Hercule Poirot, Nero Wolfe and Dr Gideon Fell are all excellent characters but a little – okay, in Dr Fell’s case, a lot – larger than life.
Father Brown does not speak in human.
Gervase Fen is very deliberately a ‘character’ and knows it.
Philo Vance would have long ago been quietly and thoroughly shot.
And, most importantly, no real detective would have had such an infallible ability to solve the crime, each and every time, and provide that necessary resolution for the reader.
Trope number three – everybody lies
Dr Gregory House might have it that this is strictly realistic, but the practice of having half or more of your suspects up to some sort of murky goings on the night of the murder – or covering up for someone else whom they suspect was up to murky goings on (but was, in fact, a member of the secret police or just going to the toilet) – leading to lies, shiftiness and a whole plate of fat red herrings, frequently stretches the limits of plausibility. Quite often somebody turns out to be somebody else, which might have the effect of being a satisfying revelation, a complete non-surprise or an insufficiently clued reason to throw the book across the room (agreed artificiality only goes so far here – if two or more people are pretending to be someone else and this is not a Wodehouse novel, then disbelief comes crashing to the ground and limps off in a huff.)
But generally, all this makes things nicely complicated and gives the detective a chance to exercise his/her little grey cells as well as uttering cryptic warnings right, left and centre.
Trope number four – frustrate the lawyers
The actual scenario of all the suspects being gathered together by the detective and picked on, rather cruelly, one by one, to point out their various lies and shortcomings (see above) before the true villain is unmasked may not actually occur as often as implied by parodies, but the scenario of the murderer being confronted and either confessing, committing immediate suicide or both, does happen far more frequently than would ever occur in reality.
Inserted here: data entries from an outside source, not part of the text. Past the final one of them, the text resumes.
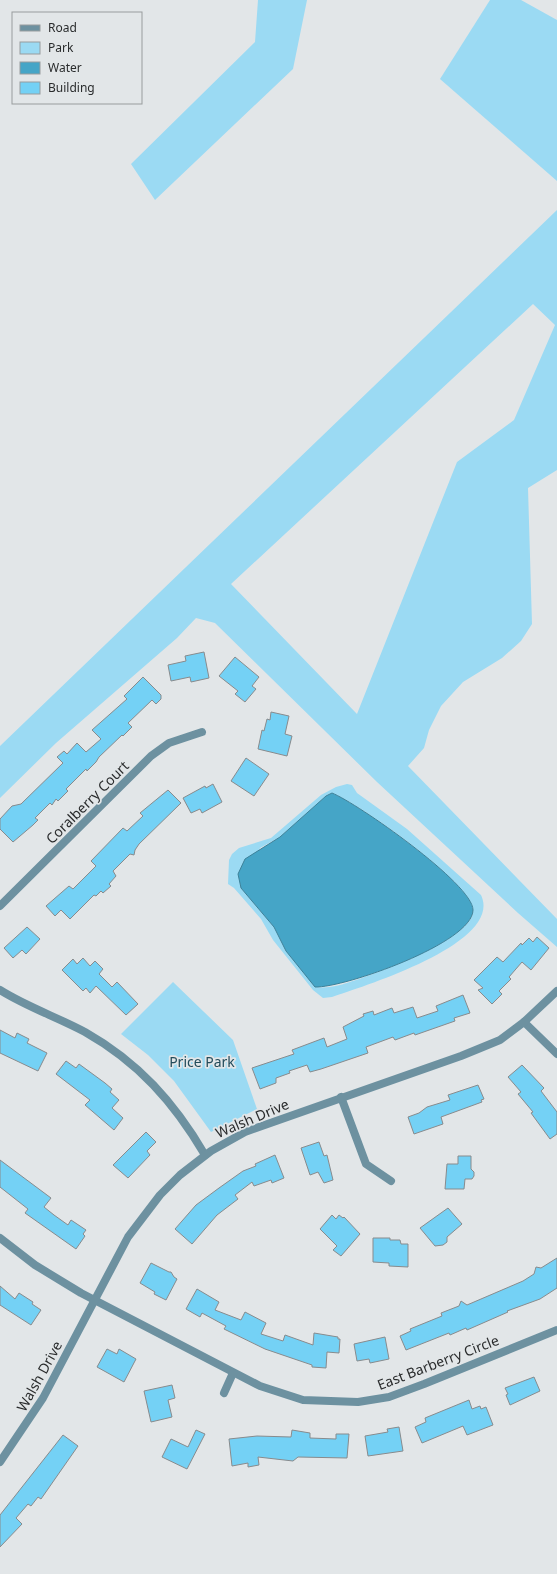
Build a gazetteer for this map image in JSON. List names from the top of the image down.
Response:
{
  "streets": {
    "street": ["Coralberry Court", "Walsh Drive", "East Barberry Circle"]
  },
  "crossings": [
    ["Walsh Drive", "East Barberry Circle"]
  ],
  "parks": ["Price Park"],
  "legend": [
    "Road",
    "Park",
    "Water",
    "Building"
  ]
}
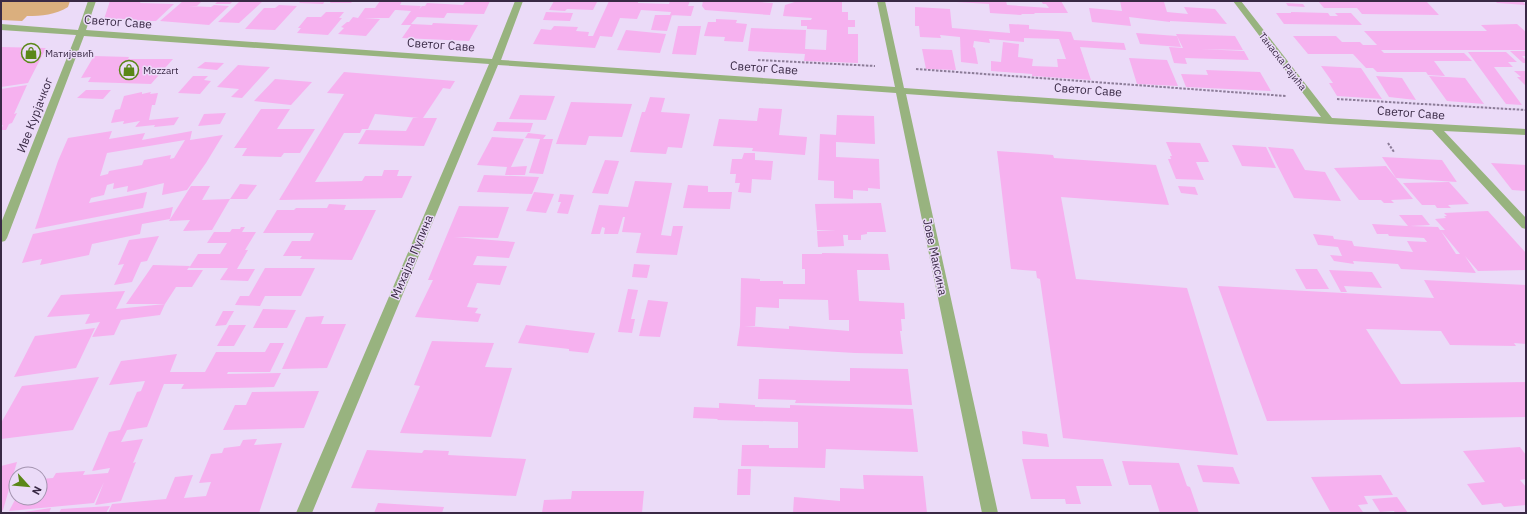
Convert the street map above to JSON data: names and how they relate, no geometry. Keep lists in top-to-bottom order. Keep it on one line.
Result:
{"streets":{"street":["Светог Саве","Танаска Рајића","Иве Курјачког","Михајла Пупина","Јове Максина"]},"crossings":[["Светог Саве","Танаска Рајића"],["Светог Саве","Иве Курјачког"],["Светог Саве","Михајла Пупина"],["Светог Саве","Јове Максина"]],"places":{"shop":["Матијевић","Mozzart"]},"north":"bottom right"}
But – and this is the crux of my argument – reality is not wanted here. The detailed processing of the victim; the holes or violations in the prosecution’s case (I’m looking at you, Inspector French); the uncertainty left by the victim’s refusing to plead guilty, will tend to leave the reader feeling frustrated and unsatisfied; while the instant death of the perpetrator by either suicide or deus ex machina, gives a sense of justice served, as well as relieving the detective from involvement in that unpleasant business of the death penalty (although this particular reality is sometimes allowed to obtrude, for example when adding depth to a character (see Lord Peter) or making a point, either for or against.)
And there are, of course, plenty of other possible tropes, but I think I’ll stop there before my fingers bleed and merely hope that this all makes some sort of sense.